Stored items -
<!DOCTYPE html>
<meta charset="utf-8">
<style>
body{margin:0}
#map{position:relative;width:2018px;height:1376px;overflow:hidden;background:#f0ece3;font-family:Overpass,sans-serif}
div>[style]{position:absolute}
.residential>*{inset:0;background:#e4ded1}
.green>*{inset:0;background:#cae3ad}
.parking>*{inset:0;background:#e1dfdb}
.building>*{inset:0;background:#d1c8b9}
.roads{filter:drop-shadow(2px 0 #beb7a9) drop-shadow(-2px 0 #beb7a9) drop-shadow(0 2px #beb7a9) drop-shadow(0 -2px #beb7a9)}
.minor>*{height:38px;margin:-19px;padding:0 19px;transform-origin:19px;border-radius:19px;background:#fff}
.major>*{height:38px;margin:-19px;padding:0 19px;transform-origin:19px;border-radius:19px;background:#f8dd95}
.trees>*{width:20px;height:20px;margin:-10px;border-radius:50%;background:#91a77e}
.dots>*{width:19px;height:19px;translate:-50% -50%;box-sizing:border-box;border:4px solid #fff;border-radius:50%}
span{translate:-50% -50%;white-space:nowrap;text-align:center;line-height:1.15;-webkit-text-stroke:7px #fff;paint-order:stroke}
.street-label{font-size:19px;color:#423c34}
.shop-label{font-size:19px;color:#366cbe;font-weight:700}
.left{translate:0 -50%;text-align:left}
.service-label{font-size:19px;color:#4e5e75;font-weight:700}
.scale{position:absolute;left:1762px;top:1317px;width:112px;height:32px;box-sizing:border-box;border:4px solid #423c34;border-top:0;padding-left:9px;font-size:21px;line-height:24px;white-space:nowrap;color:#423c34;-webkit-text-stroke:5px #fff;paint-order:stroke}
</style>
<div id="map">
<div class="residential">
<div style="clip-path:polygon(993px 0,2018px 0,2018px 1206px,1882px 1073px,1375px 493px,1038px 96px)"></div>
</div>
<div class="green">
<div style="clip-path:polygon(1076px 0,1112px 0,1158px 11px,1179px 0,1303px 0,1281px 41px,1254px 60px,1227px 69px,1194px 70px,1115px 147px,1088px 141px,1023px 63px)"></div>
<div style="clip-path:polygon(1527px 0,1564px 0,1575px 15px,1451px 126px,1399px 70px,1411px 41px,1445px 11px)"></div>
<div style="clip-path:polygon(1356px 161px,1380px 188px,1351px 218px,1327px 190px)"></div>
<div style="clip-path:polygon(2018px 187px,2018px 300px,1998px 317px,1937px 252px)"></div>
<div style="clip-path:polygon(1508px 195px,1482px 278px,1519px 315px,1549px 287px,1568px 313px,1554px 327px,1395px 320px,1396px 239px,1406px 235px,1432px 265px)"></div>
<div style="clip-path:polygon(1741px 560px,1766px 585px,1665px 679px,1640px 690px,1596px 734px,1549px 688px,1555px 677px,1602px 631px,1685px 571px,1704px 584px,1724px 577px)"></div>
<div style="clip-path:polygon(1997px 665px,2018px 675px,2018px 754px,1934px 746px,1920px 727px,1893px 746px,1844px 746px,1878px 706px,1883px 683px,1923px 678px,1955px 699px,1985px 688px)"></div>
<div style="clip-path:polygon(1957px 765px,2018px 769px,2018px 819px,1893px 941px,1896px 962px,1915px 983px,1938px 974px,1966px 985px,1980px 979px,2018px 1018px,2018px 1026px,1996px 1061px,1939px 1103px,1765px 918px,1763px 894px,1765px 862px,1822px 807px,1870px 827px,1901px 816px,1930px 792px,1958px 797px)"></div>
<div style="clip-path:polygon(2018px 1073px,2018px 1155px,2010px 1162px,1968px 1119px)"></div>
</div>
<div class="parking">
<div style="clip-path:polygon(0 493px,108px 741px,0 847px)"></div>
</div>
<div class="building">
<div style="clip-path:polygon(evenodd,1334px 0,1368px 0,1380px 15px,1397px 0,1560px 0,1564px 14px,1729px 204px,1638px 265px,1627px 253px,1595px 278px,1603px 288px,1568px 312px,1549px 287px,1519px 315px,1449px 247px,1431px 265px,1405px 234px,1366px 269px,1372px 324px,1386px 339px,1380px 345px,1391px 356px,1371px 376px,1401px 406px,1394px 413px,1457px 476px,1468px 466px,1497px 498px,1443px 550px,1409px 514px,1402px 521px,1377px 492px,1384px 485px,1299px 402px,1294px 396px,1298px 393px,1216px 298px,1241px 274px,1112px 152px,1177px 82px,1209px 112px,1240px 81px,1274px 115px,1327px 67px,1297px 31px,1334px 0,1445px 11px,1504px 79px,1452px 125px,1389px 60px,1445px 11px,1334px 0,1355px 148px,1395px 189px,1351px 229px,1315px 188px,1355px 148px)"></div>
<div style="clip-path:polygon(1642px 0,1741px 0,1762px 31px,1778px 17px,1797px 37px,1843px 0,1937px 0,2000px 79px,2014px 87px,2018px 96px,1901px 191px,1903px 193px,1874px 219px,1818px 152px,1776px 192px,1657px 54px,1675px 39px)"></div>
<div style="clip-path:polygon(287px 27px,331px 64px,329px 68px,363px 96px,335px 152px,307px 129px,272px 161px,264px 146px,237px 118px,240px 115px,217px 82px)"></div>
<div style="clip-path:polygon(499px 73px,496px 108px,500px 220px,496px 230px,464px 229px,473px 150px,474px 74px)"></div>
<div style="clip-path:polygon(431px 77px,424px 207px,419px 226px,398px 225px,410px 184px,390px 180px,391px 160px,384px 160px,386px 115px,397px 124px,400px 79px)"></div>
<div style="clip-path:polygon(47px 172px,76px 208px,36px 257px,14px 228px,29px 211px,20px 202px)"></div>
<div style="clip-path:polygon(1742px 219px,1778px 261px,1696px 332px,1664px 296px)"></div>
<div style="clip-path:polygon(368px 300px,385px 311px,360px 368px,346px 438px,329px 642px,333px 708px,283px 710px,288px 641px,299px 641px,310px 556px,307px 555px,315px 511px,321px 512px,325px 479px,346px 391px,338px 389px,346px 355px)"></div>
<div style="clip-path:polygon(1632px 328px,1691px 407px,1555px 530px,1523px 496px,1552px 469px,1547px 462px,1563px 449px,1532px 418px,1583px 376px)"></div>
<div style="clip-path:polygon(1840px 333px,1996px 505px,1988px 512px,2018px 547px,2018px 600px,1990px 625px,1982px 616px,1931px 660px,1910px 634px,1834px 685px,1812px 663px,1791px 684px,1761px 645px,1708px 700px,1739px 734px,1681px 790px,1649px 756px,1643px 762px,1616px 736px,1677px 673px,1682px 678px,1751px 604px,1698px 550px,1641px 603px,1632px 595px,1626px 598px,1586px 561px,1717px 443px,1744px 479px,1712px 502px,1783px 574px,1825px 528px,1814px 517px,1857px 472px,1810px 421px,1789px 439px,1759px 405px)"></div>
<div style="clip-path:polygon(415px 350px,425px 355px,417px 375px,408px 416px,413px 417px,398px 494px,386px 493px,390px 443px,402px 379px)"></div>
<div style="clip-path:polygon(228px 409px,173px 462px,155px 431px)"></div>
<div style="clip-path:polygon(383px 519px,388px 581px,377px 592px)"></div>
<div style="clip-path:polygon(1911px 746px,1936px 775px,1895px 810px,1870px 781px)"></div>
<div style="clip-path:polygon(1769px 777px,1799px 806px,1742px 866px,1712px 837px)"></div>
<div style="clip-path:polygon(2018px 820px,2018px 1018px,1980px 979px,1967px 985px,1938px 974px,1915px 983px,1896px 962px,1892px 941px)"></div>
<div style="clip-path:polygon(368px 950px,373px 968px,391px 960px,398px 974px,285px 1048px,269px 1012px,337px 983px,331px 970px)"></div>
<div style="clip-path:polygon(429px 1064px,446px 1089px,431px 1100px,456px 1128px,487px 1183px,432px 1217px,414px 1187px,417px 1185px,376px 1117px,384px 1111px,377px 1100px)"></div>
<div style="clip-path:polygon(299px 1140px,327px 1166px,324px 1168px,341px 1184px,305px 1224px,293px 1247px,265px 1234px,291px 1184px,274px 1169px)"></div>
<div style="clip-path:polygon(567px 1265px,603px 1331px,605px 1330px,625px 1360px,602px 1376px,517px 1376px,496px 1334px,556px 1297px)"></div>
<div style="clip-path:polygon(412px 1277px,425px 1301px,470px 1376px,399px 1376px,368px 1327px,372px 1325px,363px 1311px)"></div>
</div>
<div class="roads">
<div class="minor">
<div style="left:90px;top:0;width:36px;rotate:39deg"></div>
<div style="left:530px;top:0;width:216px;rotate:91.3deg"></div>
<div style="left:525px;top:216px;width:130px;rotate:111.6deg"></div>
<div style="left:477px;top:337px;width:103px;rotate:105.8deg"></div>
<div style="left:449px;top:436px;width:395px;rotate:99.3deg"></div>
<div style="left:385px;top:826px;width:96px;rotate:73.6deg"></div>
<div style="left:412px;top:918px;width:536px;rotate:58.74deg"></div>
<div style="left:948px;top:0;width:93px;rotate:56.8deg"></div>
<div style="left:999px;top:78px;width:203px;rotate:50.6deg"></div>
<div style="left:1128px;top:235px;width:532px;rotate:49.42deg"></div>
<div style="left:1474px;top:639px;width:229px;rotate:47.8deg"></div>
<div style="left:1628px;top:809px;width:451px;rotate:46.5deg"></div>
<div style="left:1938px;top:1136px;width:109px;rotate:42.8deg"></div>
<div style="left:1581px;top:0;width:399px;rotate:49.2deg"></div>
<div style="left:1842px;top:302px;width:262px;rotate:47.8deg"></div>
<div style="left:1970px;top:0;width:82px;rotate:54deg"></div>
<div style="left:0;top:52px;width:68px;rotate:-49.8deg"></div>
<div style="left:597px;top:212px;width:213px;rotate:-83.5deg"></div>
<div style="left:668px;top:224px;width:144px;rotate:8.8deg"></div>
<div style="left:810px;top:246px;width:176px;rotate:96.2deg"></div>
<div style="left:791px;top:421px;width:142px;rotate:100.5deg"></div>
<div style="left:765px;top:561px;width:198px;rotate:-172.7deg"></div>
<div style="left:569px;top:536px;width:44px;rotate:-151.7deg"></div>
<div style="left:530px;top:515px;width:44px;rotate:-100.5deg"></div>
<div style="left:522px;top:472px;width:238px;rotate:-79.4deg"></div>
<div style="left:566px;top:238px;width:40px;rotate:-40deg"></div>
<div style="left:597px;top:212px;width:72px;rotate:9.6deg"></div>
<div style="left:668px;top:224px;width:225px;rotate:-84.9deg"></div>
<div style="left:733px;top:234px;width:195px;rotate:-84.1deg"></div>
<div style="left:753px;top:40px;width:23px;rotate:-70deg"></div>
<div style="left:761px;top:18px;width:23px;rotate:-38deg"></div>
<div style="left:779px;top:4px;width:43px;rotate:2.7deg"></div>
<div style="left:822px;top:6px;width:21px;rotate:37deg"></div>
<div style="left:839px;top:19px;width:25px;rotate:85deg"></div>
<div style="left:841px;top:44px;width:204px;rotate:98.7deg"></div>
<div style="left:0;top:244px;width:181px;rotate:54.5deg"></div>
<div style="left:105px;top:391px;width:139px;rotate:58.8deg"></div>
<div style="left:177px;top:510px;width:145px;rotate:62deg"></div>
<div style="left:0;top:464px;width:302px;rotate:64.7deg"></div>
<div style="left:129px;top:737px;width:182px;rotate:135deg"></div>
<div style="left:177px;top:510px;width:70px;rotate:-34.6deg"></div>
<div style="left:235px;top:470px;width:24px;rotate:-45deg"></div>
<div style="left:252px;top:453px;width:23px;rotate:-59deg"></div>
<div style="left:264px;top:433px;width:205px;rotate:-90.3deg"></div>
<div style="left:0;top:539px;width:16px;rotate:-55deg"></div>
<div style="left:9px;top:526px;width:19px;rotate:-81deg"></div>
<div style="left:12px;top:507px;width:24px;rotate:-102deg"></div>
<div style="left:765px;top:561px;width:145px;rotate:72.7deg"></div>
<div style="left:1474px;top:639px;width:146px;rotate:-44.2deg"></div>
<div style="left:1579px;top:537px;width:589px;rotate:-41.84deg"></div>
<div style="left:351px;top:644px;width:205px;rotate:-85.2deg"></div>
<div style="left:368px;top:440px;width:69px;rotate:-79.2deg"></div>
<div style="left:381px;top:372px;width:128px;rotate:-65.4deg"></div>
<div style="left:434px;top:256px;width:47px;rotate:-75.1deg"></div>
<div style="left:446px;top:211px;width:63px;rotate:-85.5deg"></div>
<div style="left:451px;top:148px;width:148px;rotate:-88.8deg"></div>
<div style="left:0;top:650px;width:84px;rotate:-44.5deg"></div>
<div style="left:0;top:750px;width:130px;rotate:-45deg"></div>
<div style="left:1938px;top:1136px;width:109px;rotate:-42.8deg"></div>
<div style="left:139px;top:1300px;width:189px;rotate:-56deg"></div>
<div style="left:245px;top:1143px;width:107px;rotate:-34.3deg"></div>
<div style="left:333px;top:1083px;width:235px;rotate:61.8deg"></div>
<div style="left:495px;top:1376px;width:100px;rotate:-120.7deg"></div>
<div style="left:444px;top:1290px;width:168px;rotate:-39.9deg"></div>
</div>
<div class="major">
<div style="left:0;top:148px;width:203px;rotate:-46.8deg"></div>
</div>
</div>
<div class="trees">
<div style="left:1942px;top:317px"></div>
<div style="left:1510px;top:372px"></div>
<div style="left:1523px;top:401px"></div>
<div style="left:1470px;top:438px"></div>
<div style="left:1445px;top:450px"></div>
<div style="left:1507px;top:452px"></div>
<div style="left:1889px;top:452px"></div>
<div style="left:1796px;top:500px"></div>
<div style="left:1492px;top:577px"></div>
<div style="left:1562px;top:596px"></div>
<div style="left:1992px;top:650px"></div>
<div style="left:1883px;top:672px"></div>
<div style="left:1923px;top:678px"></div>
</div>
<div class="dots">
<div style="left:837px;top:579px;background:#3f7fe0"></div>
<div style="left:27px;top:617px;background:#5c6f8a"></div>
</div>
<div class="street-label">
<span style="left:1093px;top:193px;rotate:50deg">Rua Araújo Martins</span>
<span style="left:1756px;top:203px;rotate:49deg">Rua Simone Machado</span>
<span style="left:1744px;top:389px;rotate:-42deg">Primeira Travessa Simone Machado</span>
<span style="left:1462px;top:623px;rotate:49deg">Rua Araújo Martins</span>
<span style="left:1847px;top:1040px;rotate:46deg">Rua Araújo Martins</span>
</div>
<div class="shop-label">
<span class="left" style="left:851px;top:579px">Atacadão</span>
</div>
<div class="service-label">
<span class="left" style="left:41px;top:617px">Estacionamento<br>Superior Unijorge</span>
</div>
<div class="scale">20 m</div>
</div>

AIM OF THE EXERCISE - Copy each line above that contains the word "major".

SOLUTION TO THIS EXERCISE -
.major>*{height:38px;margin:-19px;padding:0 19px;transform-origin:19px;border-radius:19px;background:#f8dd95}
<div class="major">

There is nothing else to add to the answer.